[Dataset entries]
********************

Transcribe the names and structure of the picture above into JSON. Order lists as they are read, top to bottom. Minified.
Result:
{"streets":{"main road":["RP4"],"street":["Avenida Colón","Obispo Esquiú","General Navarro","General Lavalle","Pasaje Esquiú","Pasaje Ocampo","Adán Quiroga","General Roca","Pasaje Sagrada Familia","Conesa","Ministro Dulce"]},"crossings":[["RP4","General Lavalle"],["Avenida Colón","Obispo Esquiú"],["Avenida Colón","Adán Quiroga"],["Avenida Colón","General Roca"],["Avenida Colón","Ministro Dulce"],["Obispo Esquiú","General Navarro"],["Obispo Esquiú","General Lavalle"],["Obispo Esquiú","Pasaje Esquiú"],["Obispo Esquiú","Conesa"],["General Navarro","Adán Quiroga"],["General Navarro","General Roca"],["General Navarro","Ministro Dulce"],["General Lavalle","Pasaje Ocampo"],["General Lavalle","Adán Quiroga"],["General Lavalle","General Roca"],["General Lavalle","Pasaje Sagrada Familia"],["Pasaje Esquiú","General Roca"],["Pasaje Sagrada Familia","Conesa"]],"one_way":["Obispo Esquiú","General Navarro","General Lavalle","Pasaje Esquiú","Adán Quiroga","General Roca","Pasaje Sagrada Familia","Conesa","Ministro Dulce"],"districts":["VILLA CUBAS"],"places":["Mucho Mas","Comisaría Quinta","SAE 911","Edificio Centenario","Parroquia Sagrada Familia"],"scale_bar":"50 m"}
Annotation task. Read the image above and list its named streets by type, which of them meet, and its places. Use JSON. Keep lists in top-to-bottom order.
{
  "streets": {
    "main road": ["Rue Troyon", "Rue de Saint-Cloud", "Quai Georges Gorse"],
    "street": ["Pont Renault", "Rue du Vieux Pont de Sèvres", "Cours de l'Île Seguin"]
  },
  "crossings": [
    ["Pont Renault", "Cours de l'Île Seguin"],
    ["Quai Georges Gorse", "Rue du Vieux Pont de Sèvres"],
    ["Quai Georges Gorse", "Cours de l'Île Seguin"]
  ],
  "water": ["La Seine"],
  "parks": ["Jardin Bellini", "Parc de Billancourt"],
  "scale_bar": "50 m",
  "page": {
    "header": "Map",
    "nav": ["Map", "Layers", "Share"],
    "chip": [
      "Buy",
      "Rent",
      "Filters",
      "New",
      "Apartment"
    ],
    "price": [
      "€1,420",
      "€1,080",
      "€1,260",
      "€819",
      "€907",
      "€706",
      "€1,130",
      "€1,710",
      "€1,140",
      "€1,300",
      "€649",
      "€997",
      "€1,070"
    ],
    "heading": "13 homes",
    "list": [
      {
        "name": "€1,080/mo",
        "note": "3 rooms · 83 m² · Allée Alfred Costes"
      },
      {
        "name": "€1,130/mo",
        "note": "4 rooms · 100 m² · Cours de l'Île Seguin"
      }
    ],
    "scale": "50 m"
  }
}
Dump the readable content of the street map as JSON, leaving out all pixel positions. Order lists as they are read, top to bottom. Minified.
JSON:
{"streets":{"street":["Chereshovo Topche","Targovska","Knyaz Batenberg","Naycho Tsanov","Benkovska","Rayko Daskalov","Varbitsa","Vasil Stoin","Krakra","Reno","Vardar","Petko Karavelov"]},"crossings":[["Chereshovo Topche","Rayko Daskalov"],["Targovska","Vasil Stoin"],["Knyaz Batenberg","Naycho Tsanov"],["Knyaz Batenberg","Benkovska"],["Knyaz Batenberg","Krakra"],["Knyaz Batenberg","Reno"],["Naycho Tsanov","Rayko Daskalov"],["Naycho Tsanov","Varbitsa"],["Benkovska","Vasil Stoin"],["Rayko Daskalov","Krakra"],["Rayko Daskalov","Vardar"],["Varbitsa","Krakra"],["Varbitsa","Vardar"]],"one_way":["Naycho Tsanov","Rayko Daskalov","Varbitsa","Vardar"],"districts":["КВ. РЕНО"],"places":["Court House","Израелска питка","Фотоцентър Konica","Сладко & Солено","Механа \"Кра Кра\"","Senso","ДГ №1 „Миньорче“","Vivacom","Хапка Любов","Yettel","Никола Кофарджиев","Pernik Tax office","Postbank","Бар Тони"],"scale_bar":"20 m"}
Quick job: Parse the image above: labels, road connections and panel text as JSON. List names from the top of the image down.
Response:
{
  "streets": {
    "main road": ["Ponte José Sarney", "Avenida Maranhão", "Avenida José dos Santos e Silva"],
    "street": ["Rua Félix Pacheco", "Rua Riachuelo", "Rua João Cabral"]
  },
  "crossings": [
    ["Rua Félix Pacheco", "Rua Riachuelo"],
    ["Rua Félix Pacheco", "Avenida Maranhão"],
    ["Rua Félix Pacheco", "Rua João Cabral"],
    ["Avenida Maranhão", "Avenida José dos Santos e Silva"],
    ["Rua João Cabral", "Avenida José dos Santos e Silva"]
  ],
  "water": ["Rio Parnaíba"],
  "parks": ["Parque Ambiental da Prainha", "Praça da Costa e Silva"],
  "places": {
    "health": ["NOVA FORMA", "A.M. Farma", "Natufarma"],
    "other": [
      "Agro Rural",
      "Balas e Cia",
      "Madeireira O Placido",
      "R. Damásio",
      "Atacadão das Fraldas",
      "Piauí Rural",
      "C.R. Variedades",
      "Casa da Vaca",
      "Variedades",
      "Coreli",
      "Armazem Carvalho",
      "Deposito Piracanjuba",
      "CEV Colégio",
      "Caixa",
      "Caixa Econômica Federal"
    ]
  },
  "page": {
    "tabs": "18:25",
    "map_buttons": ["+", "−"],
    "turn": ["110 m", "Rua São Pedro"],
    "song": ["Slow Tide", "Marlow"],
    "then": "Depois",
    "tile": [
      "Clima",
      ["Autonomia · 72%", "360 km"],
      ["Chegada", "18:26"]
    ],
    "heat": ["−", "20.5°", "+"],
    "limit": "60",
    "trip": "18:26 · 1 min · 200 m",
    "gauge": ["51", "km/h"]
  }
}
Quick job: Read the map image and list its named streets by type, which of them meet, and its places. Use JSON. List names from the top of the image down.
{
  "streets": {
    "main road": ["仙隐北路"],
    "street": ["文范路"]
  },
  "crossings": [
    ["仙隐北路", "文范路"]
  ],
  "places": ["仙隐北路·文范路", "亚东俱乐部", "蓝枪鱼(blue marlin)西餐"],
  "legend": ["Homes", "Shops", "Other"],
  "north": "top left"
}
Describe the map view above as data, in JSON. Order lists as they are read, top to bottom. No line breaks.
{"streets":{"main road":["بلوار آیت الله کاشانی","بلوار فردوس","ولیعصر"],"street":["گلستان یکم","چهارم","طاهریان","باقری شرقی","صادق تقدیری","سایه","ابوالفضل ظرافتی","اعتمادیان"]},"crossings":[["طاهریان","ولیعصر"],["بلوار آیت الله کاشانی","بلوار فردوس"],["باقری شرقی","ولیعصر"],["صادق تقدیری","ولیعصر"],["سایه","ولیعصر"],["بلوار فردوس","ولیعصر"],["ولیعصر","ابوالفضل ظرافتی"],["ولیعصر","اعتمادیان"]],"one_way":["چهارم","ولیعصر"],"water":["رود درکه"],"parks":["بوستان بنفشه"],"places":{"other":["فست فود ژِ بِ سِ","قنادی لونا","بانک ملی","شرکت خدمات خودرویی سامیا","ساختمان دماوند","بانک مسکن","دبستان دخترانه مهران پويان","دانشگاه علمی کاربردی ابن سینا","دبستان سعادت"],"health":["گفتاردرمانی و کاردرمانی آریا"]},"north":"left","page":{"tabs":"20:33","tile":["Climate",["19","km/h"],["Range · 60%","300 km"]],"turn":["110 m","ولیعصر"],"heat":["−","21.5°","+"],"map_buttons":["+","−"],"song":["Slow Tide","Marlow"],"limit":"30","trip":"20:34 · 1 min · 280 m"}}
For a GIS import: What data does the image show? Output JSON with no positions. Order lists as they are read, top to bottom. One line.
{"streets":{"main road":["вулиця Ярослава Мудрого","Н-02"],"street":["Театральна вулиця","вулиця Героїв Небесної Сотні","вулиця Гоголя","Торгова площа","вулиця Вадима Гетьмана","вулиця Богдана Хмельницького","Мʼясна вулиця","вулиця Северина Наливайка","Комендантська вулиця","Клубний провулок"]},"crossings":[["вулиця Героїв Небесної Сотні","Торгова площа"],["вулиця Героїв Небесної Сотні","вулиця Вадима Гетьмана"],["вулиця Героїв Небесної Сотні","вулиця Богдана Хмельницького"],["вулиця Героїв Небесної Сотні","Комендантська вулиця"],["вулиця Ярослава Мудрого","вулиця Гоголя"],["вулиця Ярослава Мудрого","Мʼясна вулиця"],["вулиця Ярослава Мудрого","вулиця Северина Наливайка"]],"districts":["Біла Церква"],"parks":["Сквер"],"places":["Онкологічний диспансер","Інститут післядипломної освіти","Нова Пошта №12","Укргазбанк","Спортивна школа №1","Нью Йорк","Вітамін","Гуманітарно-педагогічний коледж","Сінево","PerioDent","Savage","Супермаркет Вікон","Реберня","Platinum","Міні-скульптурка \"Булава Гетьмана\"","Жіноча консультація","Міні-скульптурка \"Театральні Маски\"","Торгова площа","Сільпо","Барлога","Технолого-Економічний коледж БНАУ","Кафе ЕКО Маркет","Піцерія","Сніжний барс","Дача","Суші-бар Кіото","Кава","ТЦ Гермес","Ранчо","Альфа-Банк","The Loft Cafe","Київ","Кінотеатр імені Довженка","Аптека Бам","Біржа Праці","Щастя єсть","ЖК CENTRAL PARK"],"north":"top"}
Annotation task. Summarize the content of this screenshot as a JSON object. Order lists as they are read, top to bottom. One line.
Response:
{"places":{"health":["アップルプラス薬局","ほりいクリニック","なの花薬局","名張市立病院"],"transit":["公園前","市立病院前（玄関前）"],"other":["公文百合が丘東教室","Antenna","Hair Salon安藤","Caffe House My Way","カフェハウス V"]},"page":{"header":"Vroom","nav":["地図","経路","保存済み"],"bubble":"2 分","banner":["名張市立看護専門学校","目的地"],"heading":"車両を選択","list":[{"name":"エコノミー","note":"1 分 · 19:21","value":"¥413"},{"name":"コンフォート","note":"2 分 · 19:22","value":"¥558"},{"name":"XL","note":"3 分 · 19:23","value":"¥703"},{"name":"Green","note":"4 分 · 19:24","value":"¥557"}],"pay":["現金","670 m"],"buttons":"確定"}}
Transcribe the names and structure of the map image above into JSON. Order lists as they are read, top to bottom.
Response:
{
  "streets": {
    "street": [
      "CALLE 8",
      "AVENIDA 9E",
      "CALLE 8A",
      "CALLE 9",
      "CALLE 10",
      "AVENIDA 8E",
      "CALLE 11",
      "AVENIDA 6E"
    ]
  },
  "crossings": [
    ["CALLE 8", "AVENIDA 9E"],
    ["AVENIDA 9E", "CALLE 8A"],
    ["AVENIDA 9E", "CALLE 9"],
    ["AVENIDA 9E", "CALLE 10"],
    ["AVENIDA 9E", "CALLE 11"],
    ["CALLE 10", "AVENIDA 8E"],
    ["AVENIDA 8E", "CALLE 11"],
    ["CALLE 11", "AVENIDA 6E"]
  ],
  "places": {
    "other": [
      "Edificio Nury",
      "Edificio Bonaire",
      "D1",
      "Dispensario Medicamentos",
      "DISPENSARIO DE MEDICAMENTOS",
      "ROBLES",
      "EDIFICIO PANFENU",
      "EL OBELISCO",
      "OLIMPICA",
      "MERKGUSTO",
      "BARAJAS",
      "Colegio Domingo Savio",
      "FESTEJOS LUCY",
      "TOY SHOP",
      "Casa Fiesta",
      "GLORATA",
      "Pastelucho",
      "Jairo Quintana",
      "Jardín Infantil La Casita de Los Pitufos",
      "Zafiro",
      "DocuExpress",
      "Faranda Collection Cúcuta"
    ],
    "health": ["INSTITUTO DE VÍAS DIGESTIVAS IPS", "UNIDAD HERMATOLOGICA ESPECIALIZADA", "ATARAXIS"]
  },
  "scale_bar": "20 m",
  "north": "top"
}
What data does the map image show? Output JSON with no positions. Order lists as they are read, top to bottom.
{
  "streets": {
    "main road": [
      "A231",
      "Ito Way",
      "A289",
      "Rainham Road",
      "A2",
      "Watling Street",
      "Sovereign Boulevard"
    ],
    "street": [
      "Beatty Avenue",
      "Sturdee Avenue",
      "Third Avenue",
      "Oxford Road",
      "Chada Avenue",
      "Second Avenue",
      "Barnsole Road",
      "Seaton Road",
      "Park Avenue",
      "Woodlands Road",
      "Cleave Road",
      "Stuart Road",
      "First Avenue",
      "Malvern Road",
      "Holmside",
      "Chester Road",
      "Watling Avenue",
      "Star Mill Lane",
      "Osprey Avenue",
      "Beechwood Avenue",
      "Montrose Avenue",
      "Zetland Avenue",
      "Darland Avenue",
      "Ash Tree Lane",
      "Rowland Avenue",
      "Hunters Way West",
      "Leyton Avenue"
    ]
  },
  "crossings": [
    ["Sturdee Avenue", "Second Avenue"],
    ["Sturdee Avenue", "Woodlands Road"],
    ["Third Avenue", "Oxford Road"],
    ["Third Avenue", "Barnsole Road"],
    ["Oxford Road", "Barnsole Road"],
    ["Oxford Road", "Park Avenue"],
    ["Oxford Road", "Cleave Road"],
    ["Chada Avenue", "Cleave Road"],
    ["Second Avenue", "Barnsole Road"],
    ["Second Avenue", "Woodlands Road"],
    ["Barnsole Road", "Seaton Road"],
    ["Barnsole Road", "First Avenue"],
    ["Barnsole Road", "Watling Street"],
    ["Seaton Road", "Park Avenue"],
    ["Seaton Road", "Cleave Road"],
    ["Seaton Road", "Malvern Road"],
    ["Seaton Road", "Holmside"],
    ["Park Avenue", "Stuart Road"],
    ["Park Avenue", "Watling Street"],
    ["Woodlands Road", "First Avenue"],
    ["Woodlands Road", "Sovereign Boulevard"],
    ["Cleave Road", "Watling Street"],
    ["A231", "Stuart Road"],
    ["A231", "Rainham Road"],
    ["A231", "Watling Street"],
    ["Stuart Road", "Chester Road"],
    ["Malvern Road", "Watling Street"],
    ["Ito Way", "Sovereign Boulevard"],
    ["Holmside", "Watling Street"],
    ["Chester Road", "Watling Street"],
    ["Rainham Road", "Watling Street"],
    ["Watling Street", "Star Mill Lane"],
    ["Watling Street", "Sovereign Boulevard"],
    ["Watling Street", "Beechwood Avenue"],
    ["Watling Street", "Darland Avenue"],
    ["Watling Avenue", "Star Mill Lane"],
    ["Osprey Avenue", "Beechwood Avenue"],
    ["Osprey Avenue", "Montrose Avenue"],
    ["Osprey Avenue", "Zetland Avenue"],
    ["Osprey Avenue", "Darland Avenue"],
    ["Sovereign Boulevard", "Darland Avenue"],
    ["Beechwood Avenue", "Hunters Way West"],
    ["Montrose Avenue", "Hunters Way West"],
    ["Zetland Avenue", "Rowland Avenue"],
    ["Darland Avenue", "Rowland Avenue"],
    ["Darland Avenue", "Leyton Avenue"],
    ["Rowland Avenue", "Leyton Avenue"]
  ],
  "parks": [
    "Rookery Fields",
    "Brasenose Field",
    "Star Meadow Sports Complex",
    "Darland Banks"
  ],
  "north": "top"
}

********************

#### Exercise objective
Could you return all lines from the records that include the word "Cleave"?

#### Exercise solution
      "Cleave Road",
    ["Oxford Road", "Cleave Road"],
    ["Chada Avenue", "Cleave Road"],
    ["Seaton Road", "Cleave Road"],
    ["Cleave Road", "Watling Street"],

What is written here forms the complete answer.